Stage one was complete. Now I had to remove the hood and free my wrists. No problem, I thought. If I could get away from that wall, everything else must be a piece of cake.

I lifted my hands to my neck and found the drawstring of the hood. With my hands still bound together at the wrists, it was not easy to untie the knot, and I'd probably tightened it with all my earlier tugging. However, I finally managed to get the string free, and I gratefully pulled the oppressive, fetid cloth over my head. I breathed deeply. The atmosphere in the stable may not have been that fresh, for obvious reasons, but it was a whole lot better than the rancid, vomit-smelling air I'd been breathing for the past thirty-six hours.

I shook my head and pushed my fingers through my hair.

Stage two complete. Now for my hands.

It was too dark to really see how they were tied, but by feeling with my tongue, I worked out that my kidnapper had used the sort of ties that gardeners use to secure bags of garden waste, or saplings to poles. The loose end went through a collar on the other end, and was then pulled tight, very tight, one tie on each wrist inter-looped both with each other and with the chain.

I tried biting my way through the plastic, but it was too tough and my efforts ended with me still tied up, but now with a sore mouth where the free ends of the ties kept sticking into my gums.

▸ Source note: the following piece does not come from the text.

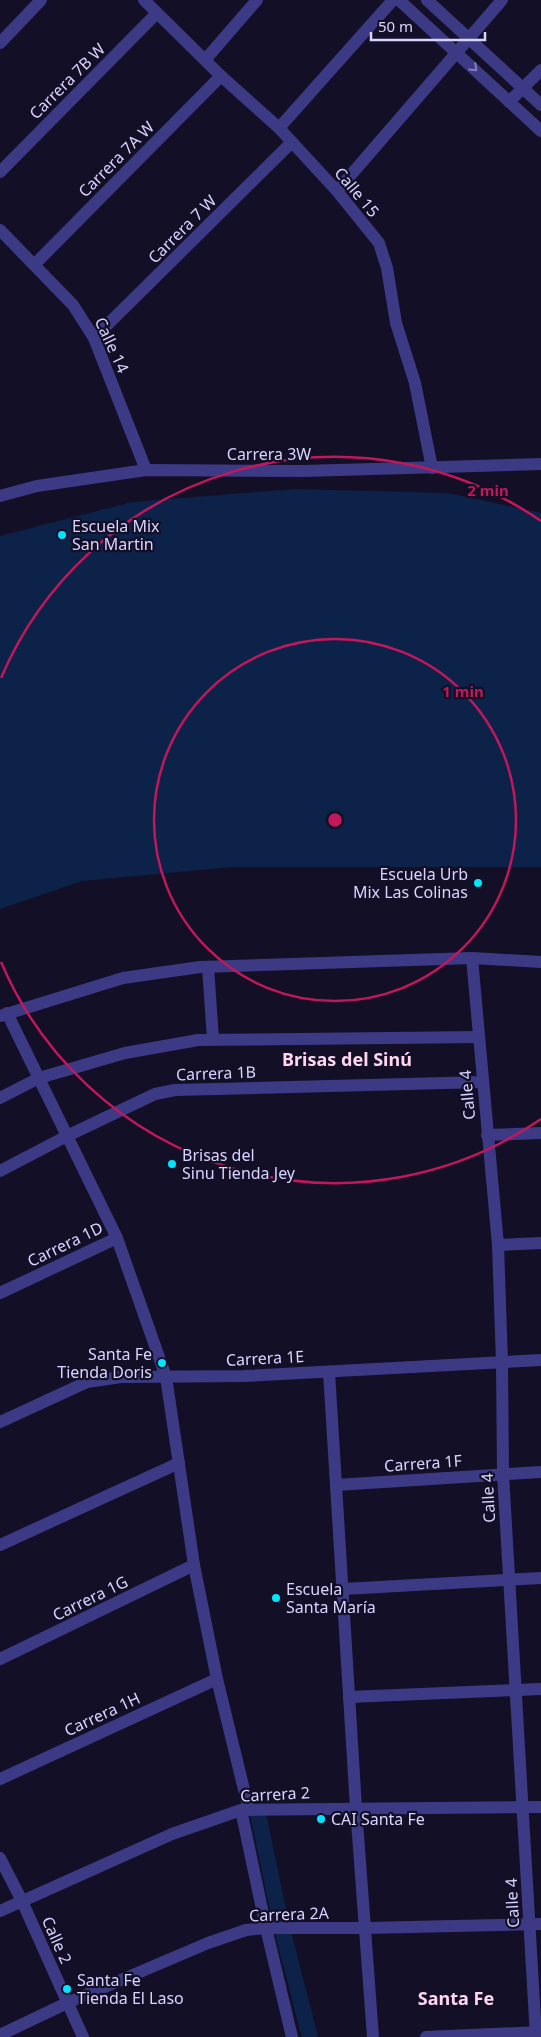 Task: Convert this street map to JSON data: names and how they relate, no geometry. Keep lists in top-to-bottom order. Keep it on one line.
{"streets":{"street":["Carrera 7B W","Carrera 7A W","Calle 15","Carrera 7 W","Calle 14","Carrera 3W","Carrera 1B","Calle 4","Carrera 1D","Carrera 1E","Carrera 1F","Carrera 1G","Carrera 1H","Carrera 2","Carrera 2A","Calle 2"]},"crossings":[["Carrera 7B W","Calle 15"],["Carrera 7A W","Calle 15"],["Carrera 7A W","Calle 14"],["Calle 15","Carrera 7 W"],["Calle 15","Carrera 3W"],["Carrera 7 W","Calle 14"],["Calle 14","Carrera 3W"],["Carrera 1B","Calle 4"],["Calle 4","Carrera 1E"],["Calle 4","Carrera 1F"],["Calle 4","Carrera 2"],["Calle 4","Carrera 2A"],["Carrera 2","Calle 2"],["Carrera 2A","Calle 2"]],"districts":["Brisas del Sinú","Santa Fe"],"places":["Escuela Mix San Martin","Escuela Urb Mix Las Colinas","Brisas del Sinu Tienda Jey","Santa Fe Tienda Doris","Escuela Santa María","CAI Santa Fe","Santa Fe Tienda El Laso"],"scale_bar":"50 m","rings":["2 min","1 min"]}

I looked around. It may have been dark, but there was just enough light entering for me to see the position of the window. I thought that if I could get outside, I might be able to find something to cut the plastic. But how was I going to get outside with only one leg, and with my wrists tied up?

How about the glass in the window? Could I use that to cut the plastic?

If getting down to the floor had been difficult, it was nothing compared to getting up again. Finally, I was upright, but a cramp in my calf had me hopping around to try to ease it. I leaned on the wall and stretched forwards, and the cramp thankfully subsided.

I hopped along the wall to the window.

It wasn't glass, it was Plexiglas. It would be. I suppose the horses would break glass. The window was actually made of two panes of Plexiglas in wooden frames, one above the other, like a sash window. I slid the bottom pane up. The real outdoor fresh air tasted so sweet.

But now I discovered there was another problem.

The window was covered on the outside by metal bars set about four inches apart. I'd had no food for two days, but even I wasn't yet slim enough to fit through that gap. I rested my head on my arms. I could feel the panic beginning to rise in me again. I was so thirsty, yet I could hear the rain. I held my arms out through the window as far as they would go, but they didn't reach the falling water. There was just enough light for me to see that the roof had an overhang. I would have needed arms six feet long to reach the rain. And to add insult to injury, it began to fall more heavily, beating like a drum against the stable roof.

"Water, water everywhere, Nor any drop to drink."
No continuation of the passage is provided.